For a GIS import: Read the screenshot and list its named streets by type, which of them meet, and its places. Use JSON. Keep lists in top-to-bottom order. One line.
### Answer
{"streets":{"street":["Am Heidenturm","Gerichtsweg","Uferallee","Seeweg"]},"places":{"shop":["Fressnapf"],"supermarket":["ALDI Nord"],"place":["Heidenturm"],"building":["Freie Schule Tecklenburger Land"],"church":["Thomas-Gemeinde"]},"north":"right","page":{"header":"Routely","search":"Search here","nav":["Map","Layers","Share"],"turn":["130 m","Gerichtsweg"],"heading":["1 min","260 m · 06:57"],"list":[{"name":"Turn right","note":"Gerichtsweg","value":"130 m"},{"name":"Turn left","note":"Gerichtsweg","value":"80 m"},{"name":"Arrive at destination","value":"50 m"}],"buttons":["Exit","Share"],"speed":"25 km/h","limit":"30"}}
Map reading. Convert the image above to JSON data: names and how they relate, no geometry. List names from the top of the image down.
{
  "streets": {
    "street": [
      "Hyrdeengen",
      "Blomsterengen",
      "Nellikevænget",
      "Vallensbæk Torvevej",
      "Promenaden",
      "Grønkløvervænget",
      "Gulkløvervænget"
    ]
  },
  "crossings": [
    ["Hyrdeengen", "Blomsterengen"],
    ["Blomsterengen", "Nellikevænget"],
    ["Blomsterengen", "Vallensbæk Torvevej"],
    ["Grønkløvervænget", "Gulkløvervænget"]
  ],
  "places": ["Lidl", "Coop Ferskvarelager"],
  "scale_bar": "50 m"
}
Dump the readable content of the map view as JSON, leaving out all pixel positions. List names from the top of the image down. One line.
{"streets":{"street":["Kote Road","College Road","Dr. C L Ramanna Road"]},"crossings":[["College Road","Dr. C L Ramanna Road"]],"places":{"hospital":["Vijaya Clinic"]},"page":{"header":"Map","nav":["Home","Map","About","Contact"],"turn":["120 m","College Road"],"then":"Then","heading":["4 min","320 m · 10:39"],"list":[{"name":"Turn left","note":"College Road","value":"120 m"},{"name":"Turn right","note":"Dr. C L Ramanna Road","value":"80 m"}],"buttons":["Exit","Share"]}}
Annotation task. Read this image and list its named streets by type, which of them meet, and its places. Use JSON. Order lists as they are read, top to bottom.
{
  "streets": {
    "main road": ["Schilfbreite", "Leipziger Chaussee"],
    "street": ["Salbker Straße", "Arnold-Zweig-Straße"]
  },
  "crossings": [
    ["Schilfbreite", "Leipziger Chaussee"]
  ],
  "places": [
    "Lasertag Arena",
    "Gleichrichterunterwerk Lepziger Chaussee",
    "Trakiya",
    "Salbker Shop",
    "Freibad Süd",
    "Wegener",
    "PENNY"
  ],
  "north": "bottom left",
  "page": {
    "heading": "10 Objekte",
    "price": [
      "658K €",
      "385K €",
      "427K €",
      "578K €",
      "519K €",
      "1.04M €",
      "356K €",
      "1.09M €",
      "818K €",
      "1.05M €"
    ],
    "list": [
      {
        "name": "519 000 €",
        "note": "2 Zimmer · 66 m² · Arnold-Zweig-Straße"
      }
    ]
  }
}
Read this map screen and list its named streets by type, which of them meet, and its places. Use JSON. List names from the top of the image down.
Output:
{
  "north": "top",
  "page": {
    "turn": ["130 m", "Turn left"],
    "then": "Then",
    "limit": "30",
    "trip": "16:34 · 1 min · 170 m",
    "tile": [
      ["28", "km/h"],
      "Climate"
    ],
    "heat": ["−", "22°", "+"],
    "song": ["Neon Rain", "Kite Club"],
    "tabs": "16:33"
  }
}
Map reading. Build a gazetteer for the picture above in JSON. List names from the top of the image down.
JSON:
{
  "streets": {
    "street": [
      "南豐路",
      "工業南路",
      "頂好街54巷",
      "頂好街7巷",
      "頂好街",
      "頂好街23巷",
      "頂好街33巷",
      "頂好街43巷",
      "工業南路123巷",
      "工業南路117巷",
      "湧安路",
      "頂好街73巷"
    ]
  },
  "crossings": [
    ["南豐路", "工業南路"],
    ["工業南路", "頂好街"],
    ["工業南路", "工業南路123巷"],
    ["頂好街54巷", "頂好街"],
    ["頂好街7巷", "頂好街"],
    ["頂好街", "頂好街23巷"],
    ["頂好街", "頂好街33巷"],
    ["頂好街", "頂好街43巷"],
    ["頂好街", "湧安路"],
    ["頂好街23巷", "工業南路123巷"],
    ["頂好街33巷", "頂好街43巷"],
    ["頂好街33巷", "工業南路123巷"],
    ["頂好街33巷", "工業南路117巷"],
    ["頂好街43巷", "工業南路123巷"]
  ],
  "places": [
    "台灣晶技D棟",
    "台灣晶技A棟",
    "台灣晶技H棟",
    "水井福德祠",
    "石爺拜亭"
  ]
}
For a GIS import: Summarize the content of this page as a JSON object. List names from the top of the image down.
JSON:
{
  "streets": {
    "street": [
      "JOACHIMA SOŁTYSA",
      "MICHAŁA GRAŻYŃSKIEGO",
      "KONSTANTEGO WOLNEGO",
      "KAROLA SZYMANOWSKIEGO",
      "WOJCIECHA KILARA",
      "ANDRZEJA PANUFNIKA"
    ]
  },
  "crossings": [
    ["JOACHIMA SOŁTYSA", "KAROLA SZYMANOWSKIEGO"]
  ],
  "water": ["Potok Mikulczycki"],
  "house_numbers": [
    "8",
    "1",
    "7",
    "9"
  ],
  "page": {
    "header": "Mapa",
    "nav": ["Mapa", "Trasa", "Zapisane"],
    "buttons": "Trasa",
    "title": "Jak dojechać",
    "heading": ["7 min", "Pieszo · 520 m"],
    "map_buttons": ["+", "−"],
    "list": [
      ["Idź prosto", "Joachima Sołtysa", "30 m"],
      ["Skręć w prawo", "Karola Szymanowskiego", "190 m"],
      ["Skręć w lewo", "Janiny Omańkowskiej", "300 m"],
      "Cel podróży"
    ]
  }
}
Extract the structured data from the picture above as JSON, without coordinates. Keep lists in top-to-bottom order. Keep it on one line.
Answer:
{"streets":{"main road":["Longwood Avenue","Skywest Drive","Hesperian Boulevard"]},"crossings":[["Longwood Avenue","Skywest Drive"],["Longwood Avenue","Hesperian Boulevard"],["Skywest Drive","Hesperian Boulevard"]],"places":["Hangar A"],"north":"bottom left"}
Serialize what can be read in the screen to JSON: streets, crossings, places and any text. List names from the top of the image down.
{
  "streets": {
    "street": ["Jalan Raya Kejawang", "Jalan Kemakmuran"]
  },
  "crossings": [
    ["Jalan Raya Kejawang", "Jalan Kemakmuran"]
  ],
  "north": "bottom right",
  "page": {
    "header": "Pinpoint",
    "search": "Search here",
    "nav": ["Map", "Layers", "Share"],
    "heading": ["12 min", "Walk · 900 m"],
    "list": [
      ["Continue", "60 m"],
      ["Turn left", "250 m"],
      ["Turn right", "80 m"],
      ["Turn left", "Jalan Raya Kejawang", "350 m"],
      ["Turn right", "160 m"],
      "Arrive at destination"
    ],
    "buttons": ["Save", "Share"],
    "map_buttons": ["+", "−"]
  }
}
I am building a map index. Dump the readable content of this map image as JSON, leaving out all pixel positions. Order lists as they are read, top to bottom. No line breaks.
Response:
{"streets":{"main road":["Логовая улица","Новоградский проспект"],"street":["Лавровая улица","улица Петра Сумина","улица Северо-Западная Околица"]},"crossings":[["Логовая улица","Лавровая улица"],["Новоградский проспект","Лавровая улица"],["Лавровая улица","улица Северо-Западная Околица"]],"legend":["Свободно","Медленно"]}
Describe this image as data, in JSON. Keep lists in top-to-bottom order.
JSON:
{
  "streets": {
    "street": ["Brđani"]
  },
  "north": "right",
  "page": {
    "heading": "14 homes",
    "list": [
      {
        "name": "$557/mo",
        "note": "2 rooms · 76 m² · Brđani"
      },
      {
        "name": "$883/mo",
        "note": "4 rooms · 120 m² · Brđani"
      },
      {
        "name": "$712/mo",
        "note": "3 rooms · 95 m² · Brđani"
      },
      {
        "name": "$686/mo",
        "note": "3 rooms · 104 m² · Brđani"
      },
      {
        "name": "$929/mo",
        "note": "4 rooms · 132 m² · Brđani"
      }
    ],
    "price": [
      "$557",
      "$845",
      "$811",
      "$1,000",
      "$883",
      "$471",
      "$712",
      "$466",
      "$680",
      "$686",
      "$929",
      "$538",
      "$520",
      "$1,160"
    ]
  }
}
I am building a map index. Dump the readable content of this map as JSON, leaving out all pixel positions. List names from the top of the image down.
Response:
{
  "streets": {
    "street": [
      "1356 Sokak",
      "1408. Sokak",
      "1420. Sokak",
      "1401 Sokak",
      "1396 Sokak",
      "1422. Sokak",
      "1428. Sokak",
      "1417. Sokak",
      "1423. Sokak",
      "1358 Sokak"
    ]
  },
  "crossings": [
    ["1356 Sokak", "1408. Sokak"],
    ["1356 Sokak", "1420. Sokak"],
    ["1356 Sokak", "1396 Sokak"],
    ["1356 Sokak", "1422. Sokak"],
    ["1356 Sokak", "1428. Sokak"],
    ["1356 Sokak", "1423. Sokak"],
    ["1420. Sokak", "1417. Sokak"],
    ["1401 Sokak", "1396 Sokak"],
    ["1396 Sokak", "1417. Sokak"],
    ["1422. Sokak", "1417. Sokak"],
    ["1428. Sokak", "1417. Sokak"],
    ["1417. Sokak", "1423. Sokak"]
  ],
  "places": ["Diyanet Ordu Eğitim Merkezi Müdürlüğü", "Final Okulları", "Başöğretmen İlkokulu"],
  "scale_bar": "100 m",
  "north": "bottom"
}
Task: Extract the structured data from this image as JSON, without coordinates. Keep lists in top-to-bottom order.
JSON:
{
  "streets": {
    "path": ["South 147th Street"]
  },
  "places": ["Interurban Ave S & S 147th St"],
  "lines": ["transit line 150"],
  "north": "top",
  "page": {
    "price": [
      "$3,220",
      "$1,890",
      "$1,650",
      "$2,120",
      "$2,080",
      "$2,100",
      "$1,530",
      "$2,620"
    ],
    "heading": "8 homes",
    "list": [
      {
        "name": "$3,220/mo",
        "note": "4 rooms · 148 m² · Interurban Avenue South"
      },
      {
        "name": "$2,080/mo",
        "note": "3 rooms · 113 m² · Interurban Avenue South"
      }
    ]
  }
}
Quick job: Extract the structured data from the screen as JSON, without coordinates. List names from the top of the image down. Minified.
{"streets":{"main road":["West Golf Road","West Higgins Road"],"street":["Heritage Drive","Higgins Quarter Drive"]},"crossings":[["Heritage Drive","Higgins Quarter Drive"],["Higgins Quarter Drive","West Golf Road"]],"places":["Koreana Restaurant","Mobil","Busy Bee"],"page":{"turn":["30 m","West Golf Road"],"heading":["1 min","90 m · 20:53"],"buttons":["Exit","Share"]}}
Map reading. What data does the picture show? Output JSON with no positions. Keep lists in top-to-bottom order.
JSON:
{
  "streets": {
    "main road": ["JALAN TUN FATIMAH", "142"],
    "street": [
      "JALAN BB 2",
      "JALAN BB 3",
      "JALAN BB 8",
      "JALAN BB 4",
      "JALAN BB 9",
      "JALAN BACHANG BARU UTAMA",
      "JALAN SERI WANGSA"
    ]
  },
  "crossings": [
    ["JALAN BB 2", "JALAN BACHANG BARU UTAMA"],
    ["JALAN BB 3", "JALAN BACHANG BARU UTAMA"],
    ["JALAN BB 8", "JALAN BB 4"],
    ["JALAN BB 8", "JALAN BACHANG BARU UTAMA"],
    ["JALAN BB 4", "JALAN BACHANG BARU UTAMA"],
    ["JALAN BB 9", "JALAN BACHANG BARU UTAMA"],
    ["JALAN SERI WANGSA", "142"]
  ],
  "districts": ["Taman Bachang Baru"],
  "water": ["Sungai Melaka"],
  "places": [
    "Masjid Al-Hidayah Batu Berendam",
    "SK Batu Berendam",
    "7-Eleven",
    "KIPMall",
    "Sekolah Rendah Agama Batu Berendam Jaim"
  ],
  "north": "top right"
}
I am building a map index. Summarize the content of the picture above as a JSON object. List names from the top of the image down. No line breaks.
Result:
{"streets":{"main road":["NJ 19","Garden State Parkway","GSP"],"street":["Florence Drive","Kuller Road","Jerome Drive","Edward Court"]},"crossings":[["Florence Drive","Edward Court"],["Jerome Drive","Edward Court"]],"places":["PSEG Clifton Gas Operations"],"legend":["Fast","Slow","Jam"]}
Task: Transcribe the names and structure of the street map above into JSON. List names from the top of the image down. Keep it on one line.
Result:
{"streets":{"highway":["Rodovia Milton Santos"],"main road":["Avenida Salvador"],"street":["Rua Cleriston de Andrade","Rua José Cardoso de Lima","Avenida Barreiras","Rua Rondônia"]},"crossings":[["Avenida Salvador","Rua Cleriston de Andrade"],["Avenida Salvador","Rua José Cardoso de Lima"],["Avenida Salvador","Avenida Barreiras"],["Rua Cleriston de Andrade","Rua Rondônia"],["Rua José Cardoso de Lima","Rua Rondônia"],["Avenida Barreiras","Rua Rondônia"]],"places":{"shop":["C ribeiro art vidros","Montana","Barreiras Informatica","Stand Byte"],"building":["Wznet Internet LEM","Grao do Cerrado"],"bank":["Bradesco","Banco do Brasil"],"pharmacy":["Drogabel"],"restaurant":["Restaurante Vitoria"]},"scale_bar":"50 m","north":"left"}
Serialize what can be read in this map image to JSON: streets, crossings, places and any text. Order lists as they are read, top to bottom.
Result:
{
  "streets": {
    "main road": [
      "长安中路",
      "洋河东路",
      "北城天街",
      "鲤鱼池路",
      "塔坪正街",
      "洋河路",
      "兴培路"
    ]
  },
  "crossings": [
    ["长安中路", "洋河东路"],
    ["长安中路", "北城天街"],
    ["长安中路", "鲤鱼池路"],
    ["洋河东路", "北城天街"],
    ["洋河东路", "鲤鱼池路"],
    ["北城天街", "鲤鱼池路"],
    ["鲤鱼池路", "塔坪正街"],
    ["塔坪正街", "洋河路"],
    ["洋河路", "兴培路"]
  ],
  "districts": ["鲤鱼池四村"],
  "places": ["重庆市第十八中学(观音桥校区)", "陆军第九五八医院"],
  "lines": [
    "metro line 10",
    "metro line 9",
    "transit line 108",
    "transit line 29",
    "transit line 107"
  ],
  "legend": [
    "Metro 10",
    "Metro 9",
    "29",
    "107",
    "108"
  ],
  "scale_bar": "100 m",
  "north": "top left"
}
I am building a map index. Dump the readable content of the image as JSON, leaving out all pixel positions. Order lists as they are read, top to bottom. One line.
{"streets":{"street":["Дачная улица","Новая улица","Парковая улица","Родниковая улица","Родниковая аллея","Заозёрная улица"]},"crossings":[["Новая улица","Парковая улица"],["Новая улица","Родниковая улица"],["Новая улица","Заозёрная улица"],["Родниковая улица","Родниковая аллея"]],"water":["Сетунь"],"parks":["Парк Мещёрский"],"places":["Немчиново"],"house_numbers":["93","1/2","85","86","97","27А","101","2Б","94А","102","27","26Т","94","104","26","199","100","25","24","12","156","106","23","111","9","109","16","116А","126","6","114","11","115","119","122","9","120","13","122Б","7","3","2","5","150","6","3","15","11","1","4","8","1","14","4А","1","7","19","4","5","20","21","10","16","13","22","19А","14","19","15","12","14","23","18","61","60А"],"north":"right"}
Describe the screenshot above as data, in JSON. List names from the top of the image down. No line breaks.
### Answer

· · · ·

■ GOAL OF THE EXERCISE
Retype the lines above without alteration. The first is the one containing "Describe the screenshot", and the last is the final line of the data.

■ RESULT BELOW
Describe the screenshot above as data, in JSON. List names from the top of the image down. No line breaks.
### Answer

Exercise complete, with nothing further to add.